Abstract

Much recent scholarship has shown just how indebted the secular sciences of religion were to the Protestant world from which they grew. Yet this “Protestant world” is typically described schematically, as if Protestantism offered a coherent worldview or even a consistent set of doctrines. A different picture emerges if we deepen our historical horizon, and explore the reflexes, aspirations, and norms that have found a home in the Christian (in this case, Protestant) theological imagination. This “Christian archive” was a heterogeneous place, with room for many things that we would now call secular or even profane. Protestant reform in fact began by condemning this heterogeneity, insisting that much of what the church had come to see was sacred was, at best, only and all too human. Yet centuries of conflict in Europe over the truth of Christianity only pluralized this archive further. The nineteenth-century history of religion grew less out of “Protestantism,” in other words, than out of the sedimented mixture of theological, historical, philological, and anthropological materials inherited from these earlier moments.

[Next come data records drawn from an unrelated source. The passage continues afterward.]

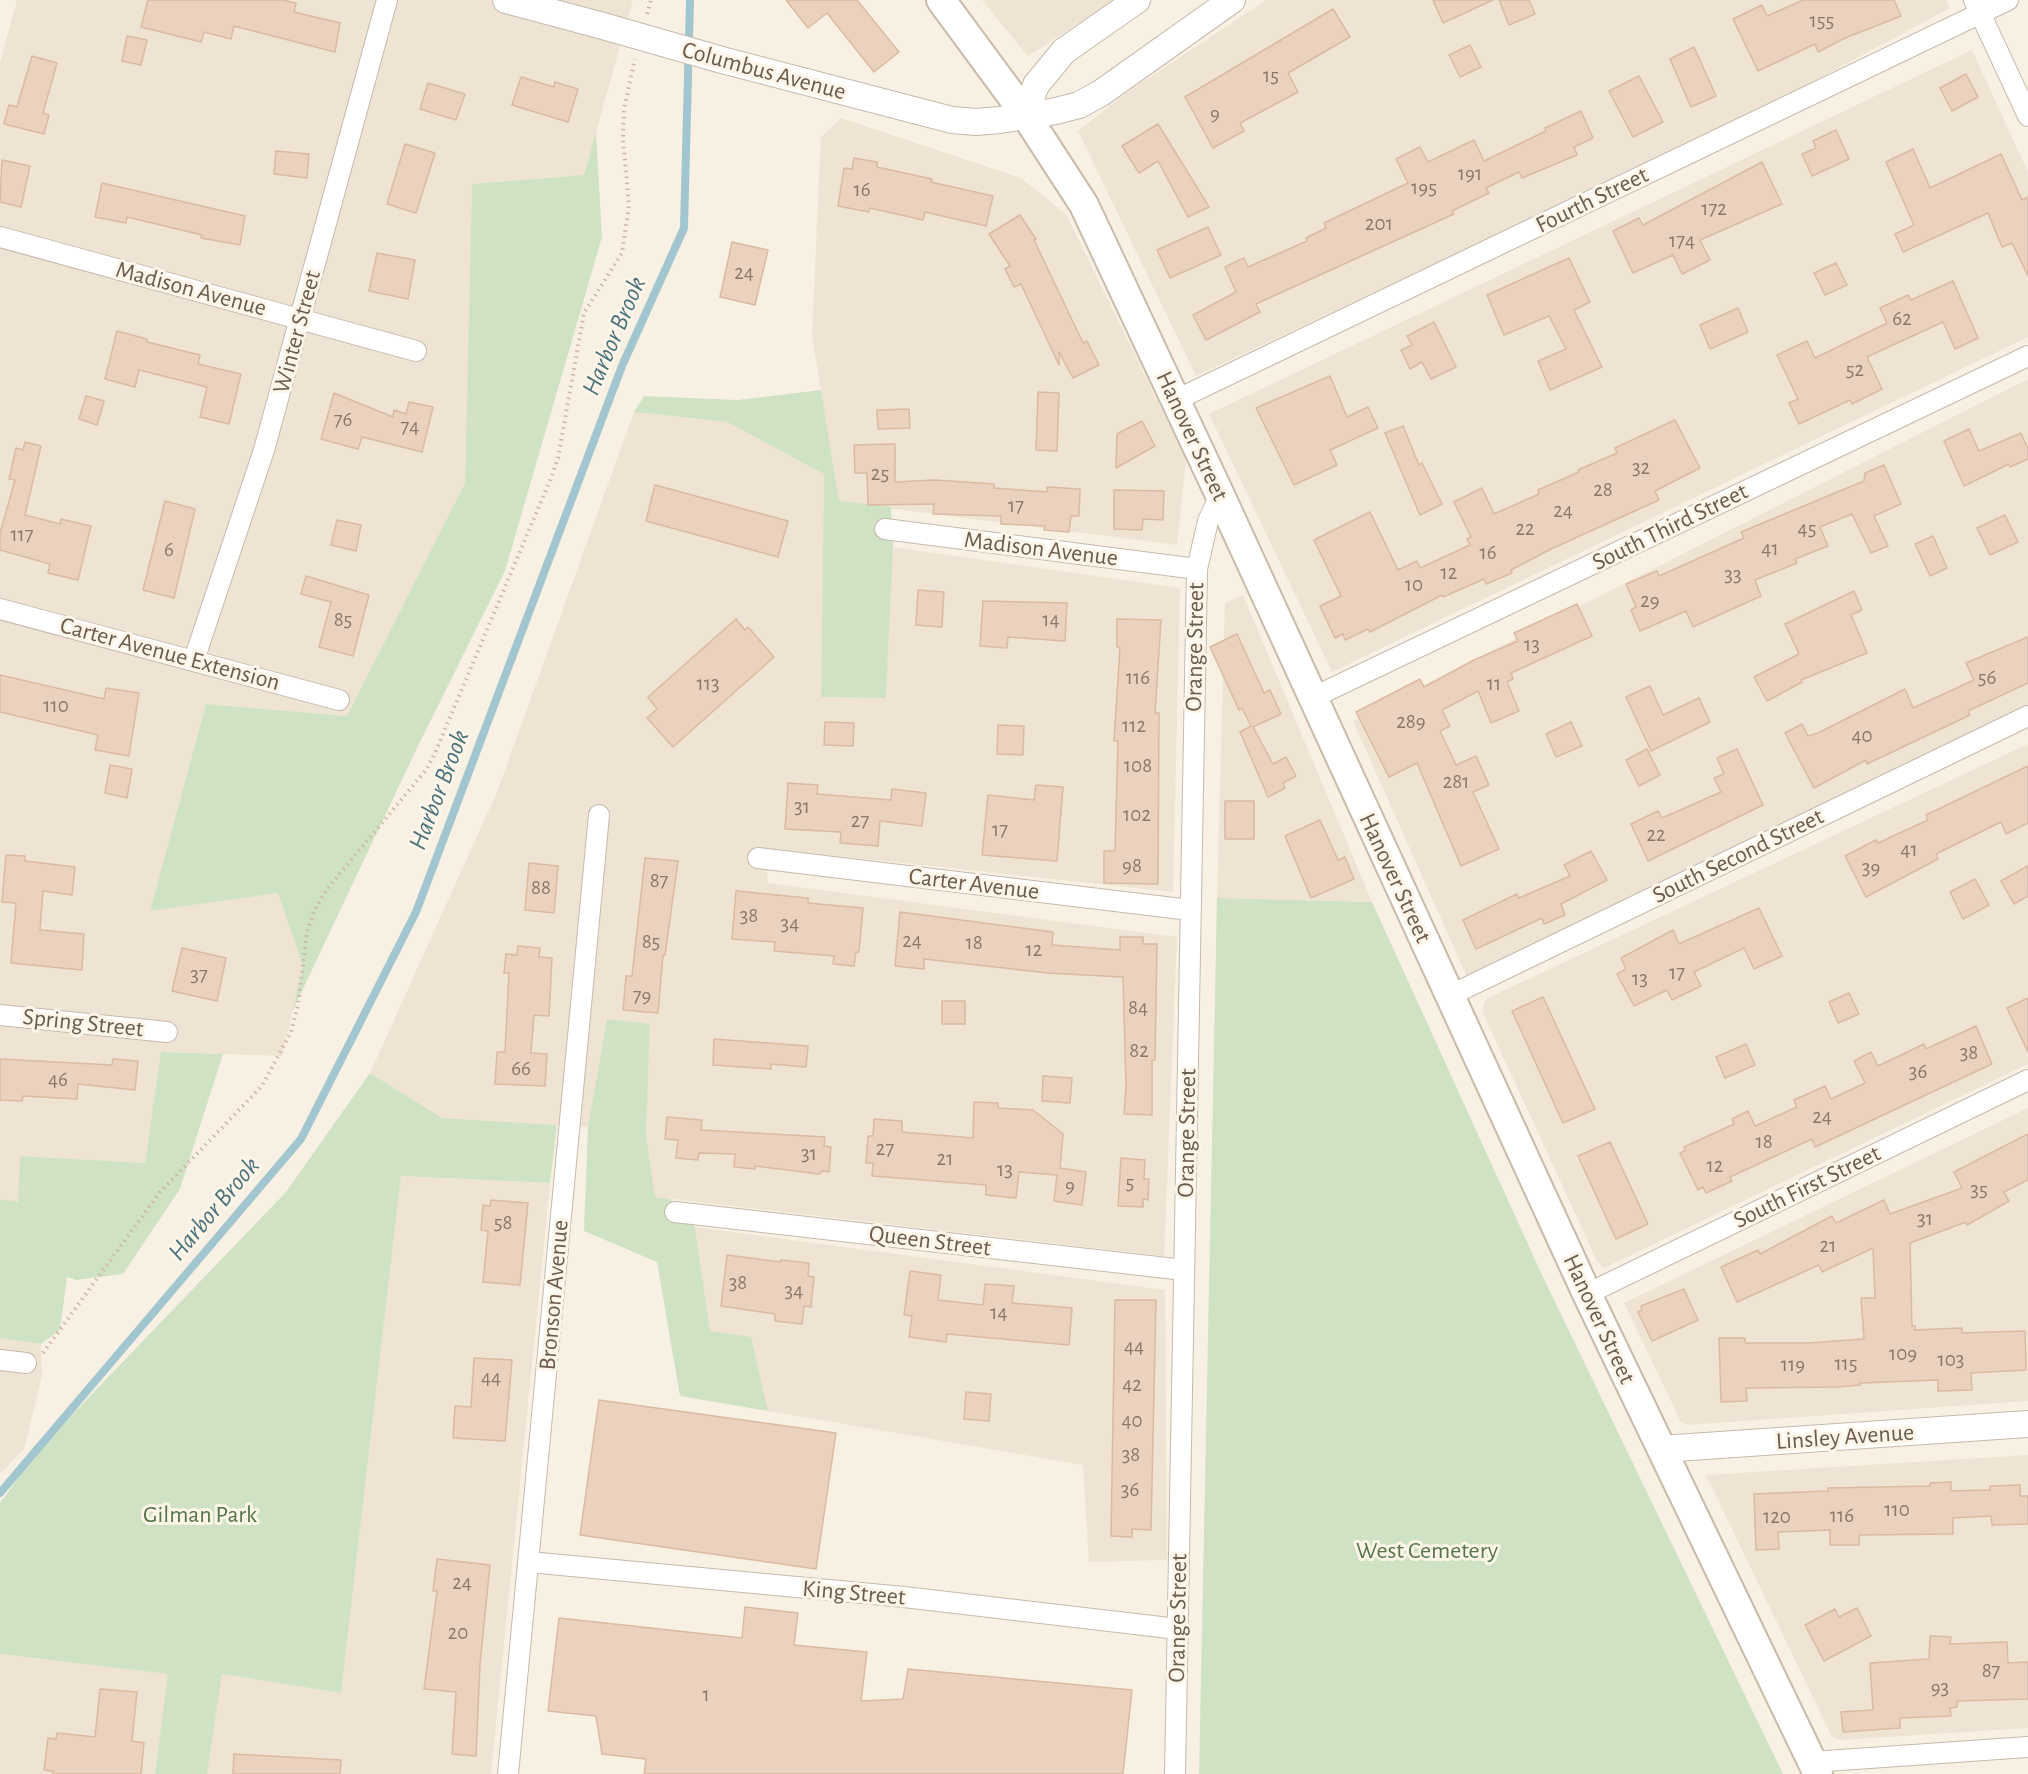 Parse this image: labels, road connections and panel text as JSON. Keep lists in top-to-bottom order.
{
  "streets": {
    "main road": ["Hanover Street"],
    "street": [
      "Columbus Avenue",
      "Fourth Street",
      "Madison Avenue",
      "Winter Street",
      "South Third Street",
      "Orange Street",
      "Carter Avenue Extension",
      "South Second Street",
      "Carter Avenue",
      "Spring Street",
      "South First Street",
      "Queen Street",
      "Bronson Avenue",
      "Linsley Avenue",
      "King Street"
    ]
  },
  "crossings": [
    ["Columbus Avenue", "Hanover Street"],
    ["Fourth Street", "Hanover Street"],
    ["Madison Avenue", "Winter Street"],
    ["Madison Avenue", "Orange Street"],
    ["Winter Street", "Carter Avenue Extension"],
    ["Hanover Street", "South Third Street"],
    ["Hanover Street", "Orange Street"],
    ["Hanover Street", "South Second Street"],
    ["Hanover Street", "South First Street"],
    ["Hanover Street", "Linsley Avenue"],
    ["Orange Street", "Carter Avenue"],
    ["Orange Street", "Queen Street"],
    ["Orange Street", "King Street"],
    ["Bronson Avenue", "King Street"]
  ],
  "water": ["Harbor Brook"],
  "parks": ["Gilman Park", "West Cemetery"],
  "house_numbers": [
    "155",
    "15",
    "9",
    "191",
    "195",
    "16",
    "172",
    "201",
    "174",
    "24",
    "62",
    "52",
    "76",
    "74",
    "32",
    "25",
    "28",
    "17",
    "24",
    "22",
    "45",
    "117",
    "41",
    "6",
    "16",
    "12",
    "33",
    "10",
    "29",
    "85",
    "14",
    "13",
    "116",
    "56",
    "113",
    "11",
    "110",
    "289",
    "112",
    "40",
    "108",
    "281",
    "31",
    "102",
    "27",
    "17",
    "22",
    "41",
    "98",
    "39",
    "87",
    "88",
    "38",
    "34",
    "24",
    "85",
    "18",
    "12",
    "17",
    "37",
    "13",
    "79",
    "84",
    "82",
    "38",
    "66",
    "36",
    "46",
    "24",
    "18",
    "27",
    "31",
    "21",
    "12",
    "13",
    "5",
    "9",
    "35",
    "31",
    "58",
    "21",
    "38",
    "34",
    "14",
    "44",
    "109",
    "103",
    "115",
    "119",
    "44",
    "42",
    "40",
    "38",
    "36",
    "110",
    "116",
    "120",
    "24",
    "20",
    "87",
    "93",
    "1"
  ]
}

It was, moreover, also an intellectual project that discovered new uses for these materials and thereby opened new horizons of humanistic inquiry. This article makes this argument with reference to sacrifice—a theological challenge for Christian thinkers from the outset of the tradition, but especially for Protestants; a magnet for diverse historical, anthropological, and theological reflections; and a productive zone of inquiry for the nineteenth-century German philosophers, philologians, and “higher critics” of the Hebrew Bible who together helped create the modern history of religion.